### Records to process
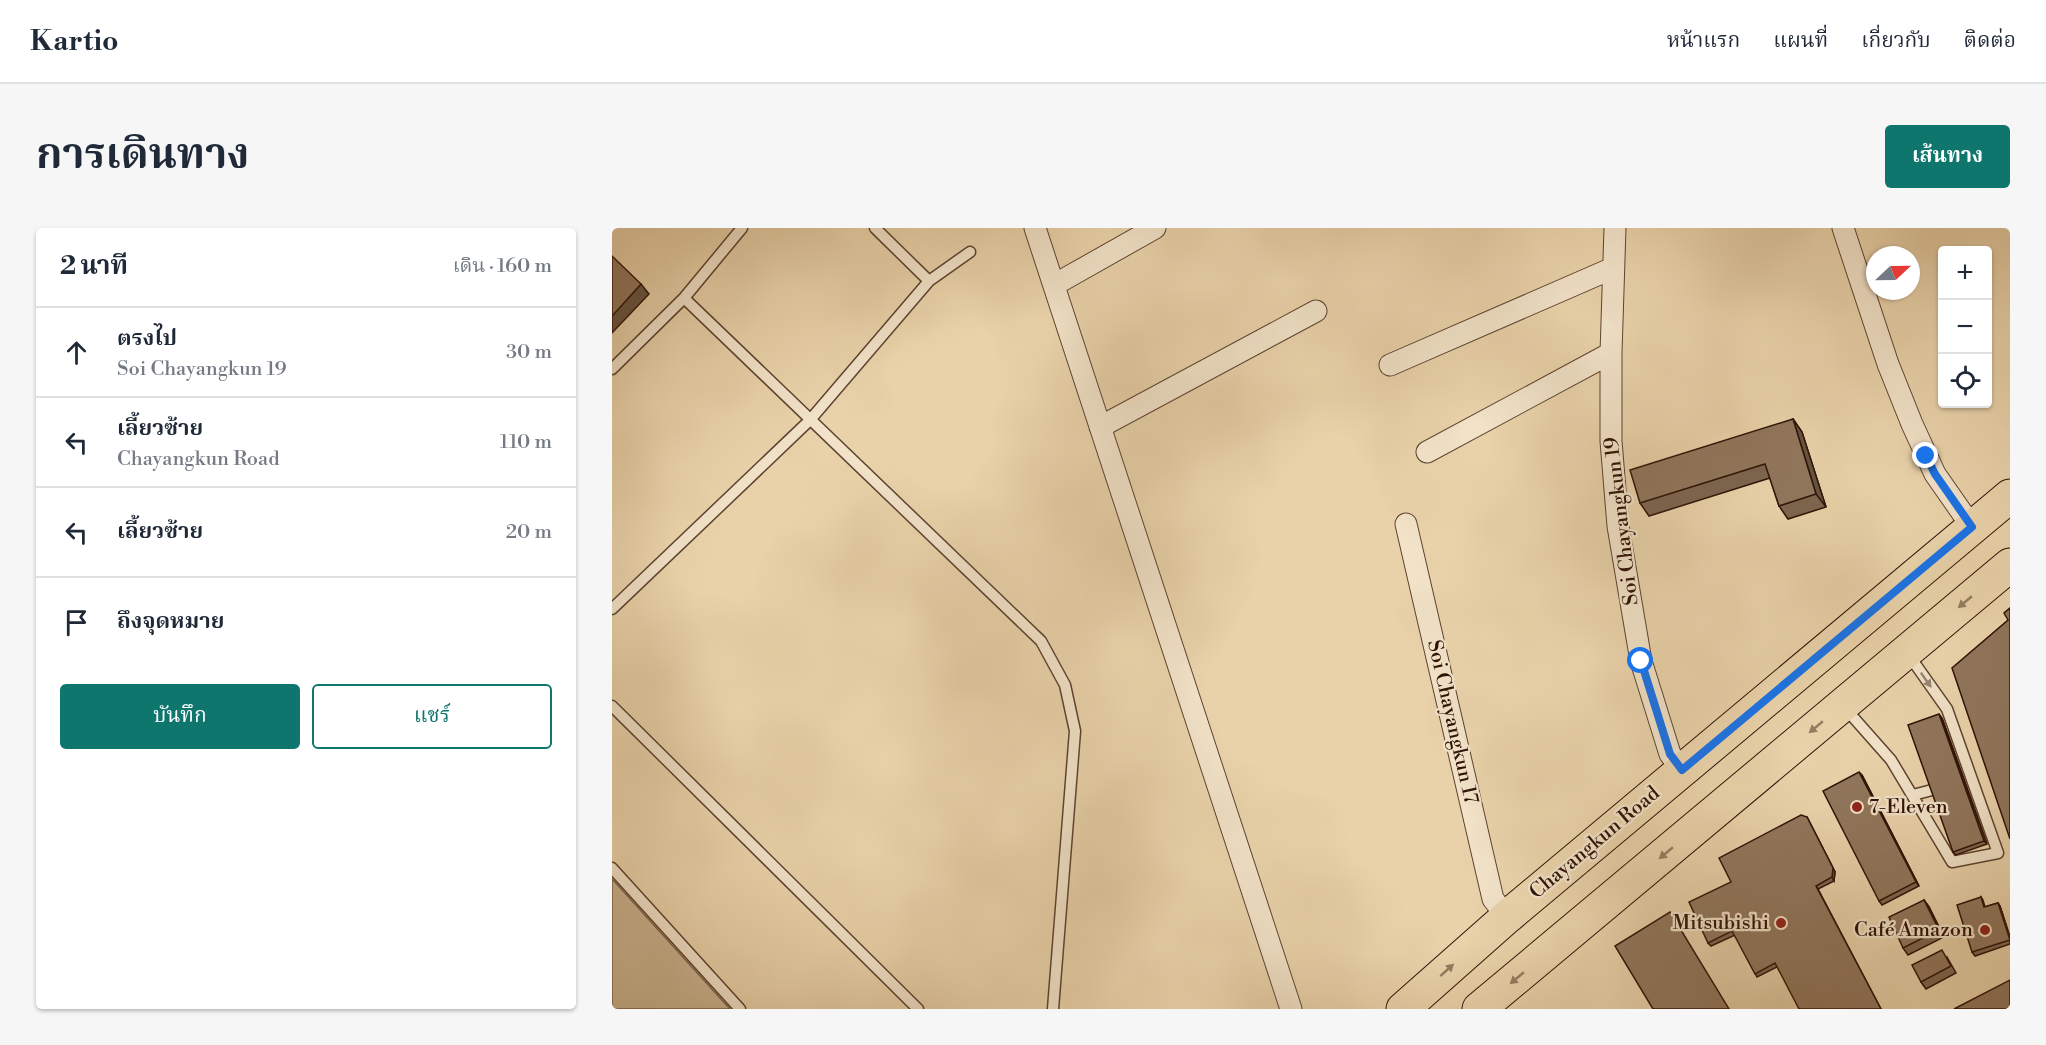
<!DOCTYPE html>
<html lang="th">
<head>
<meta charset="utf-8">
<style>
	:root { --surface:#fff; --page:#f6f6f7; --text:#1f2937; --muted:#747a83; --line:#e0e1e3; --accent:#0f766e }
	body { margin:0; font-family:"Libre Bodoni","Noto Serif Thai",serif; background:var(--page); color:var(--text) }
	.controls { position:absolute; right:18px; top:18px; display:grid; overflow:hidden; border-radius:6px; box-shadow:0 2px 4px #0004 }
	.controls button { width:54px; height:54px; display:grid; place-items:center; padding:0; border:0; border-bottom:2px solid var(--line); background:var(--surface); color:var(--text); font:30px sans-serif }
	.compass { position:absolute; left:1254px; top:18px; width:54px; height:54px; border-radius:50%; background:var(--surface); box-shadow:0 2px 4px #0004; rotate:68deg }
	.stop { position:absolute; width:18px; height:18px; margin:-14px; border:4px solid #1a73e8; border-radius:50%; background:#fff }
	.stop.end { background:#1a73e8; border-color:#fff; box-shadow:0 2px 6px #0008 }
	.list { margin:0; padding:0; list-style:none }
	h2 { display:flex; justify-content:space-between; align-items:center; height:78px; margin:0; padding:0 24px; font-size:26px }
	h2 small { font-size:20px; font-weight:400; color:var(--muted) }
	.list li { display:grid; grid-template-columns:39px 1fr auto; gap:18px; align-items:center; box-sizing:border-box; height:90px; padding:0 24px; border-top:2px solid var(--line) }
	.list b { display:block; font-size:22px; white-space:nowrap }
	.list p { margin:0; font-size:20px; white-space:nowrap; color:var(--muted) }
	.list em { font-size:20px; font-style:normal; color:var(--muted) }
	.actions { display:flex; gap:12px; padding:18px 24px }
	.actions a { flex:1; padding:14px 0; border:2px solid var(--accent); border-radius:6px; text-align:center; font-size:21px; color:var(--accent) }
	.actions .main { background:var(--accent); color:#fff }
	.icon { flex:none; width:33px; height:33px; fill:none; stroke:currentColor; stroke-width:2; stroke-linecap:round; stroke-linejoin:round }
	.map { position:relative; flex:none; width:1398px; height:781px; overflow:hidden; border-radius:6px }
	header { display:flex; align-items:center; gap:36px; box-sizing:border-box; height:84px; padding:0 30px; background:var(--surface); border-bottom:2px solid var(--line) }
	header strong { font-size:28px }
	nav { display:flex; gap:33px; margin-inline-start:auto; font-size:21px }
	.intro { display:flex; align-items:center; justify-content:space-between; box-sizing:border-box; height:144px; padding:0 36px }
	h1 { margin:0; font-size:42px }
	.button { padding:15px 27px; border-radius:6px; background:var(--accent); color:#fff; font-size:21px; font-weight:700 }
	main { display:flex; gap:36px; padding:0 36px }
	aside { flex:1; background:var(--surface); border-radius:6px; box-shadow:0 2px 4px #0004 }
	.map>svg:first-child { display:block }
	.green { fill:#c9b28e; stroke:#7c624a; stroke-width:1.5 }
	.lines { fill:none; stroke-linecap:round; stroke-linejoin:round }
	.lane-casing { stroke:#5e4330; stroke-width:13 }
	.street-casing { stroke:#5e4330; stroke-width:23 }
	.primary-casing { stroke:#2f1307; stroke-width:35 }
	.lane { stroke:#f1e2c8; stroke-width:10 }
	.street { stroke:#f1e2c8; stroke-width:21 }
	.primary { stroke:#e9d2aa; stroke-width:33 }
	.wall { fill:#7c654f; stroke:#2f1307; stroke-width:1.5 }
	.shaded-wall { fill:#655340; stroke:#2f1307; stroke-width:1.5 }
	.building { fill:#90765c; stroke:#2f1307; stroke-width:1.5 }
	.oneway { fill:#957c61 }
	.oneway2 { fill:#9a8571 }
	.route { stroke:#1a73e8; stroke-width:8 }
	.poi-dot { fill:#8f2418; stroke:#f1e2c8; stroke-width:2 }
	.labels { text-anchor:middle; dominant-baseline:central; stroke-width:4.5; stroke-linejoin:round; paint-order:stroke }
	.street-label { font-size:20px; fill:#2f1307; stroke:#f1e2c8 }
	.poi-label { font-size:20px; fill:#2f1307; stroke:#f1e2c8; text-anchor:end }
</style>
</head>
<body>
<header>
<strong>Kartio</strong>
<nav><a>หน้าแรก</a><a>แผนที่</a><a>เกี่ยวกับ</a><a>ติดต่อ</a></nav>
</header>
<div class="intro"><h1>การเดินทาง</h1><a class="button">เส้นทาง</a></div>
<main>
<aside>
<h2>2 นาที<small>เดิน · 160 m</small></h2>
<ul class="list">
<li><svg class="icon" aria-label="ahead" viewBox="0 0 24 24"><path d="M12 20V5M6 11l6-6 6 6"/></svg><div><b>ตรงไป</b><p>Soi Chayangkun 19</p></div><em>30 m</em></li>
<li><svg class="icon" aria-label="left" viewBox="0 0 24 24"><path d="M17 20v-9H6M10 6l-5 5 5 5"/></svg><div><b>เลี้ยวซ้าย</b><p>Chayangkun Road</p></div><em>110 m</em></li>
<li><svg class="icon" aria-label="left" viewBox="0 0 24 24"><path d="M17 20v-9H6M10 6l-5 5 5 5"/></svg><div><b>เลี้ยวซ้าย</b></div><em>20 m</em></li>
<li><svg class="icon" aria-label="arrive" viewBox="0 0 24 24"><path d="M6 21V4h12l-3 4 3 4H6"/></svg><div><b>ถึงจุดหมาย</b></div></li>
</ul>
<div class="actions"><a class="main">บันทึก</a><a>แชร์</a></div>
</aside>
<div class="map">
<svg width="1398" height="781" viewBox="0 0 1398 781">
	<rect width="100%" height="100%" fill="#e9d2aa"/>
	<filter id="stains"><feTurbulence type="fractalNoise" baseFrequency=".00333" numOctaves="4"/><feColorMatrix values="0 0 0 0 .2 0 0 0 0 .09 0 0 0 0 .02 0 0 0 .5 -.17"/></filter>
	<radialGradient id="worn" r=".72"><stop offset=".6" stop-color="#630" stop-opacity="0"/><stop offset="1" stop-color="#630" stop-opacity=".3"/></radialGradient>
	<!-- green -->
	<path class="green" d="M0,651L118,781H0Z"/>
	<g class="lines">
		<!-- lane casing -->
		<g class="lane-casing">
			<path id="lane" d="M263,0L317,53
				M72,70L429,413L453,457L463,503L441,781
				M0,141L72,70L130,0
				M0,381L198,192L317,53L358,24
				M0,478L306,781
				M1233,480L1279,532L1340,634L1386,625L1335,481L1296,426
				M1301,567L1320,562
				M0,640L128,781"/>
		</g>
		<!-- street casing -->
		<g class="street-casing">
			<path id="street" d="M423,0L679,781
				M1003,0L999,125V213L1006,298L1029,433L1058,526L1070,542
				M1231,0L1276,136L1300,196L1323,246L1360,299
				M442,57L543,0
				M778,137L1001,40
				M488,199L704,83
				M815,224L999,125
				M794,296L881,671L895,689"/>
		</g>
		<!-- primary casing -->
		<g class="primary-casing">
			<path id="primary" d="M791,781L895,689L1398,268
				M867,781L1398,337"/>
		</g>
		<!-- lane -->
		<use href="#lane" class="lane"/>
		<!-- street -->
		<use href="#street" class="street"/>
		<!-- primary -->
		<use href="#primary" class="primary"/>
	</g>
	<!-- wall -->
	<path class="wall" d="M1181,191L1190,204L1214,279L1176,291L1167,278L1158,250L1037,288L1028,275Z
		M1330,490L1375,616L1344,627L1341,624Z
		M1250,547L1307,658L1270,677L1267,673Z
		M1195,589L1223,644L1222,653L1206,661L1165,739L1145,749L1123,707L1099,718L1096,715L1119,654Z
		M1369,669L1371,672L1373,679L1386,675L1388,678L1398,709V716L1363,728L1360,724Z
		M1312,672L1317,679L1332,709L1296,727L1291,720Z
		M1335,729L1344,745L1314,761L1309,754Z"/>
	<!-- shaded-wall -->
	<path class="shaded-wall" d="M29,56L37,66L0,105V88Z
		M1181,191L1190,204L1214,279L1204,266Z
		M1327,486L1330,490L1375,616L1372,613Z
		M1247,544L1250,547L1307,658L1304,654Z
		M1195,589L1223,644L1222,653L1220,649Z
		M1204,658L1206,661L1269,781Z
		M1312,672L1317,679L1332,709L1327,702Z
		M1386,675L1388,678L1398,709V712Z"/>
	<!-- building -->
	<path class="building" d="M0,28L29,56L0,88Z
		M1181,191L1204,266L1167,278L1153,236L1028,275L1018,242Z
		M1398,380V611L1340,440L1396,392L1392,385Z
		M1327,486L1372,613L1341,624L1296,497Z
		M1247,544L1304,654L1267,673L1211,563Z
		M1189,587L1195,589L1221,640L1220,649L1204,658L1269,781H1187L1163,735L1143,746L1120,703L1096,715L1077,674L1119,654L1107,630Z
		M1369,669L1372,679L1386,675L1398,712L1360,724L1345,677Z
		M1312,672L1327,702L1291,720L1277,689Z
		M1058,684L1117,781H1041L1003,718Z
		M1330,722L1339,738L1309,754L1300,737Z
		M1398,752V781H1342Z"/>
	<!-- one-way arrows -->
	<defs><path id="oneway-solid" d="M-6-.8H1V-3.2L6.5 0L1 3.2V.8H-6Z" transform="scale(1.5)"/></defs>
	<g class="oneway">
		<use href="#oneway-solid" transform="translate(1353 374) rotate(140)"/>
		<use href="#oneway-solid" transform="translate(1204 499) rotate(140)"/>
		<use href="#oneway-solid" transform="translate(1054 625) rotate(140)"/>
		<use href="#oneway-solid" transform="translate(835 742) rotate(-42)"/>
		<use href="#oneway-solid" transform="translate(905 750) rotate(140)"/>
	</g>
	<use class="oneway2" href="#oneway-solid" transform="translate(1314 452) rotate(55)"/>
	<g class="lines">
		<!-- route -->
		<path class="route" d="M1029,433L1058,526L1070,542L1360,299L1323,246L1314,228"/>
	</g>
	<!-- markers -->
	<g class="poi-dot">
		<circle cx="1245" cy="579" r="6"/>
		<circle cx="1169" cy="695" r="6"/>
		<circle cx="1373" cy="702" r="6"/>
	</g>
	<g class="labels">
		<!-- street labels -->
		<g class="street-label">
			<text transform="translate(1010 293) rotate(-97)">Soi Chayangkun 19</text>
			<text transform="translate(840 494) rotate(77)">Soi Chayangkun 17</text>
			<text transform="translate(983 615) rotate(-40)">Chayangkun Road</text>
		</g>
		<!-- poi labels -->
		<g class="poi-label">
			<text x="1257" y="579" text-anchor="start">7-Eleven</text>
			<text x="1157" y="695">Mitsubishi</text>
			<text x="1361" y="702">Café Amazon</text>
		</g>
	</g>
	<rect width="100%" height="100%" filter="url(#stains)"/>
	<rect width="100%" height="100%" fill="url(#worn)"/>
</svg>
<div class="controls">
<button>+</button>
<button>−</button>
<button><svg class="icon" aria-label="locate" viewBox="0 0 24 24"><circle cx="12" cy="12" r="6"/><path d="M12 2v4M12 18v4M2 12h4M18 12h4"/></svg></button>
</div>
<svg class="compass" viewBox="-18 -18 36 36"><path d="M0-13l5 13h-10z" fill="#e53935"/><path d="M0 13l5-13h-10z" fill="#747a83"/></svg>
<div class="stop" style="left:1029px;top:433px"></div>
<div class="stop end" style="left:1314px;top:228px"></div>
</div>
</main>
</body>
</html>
######
Action item => Give the count, and only the count, of lines in these records that hold the string "grid".

Written reply => 3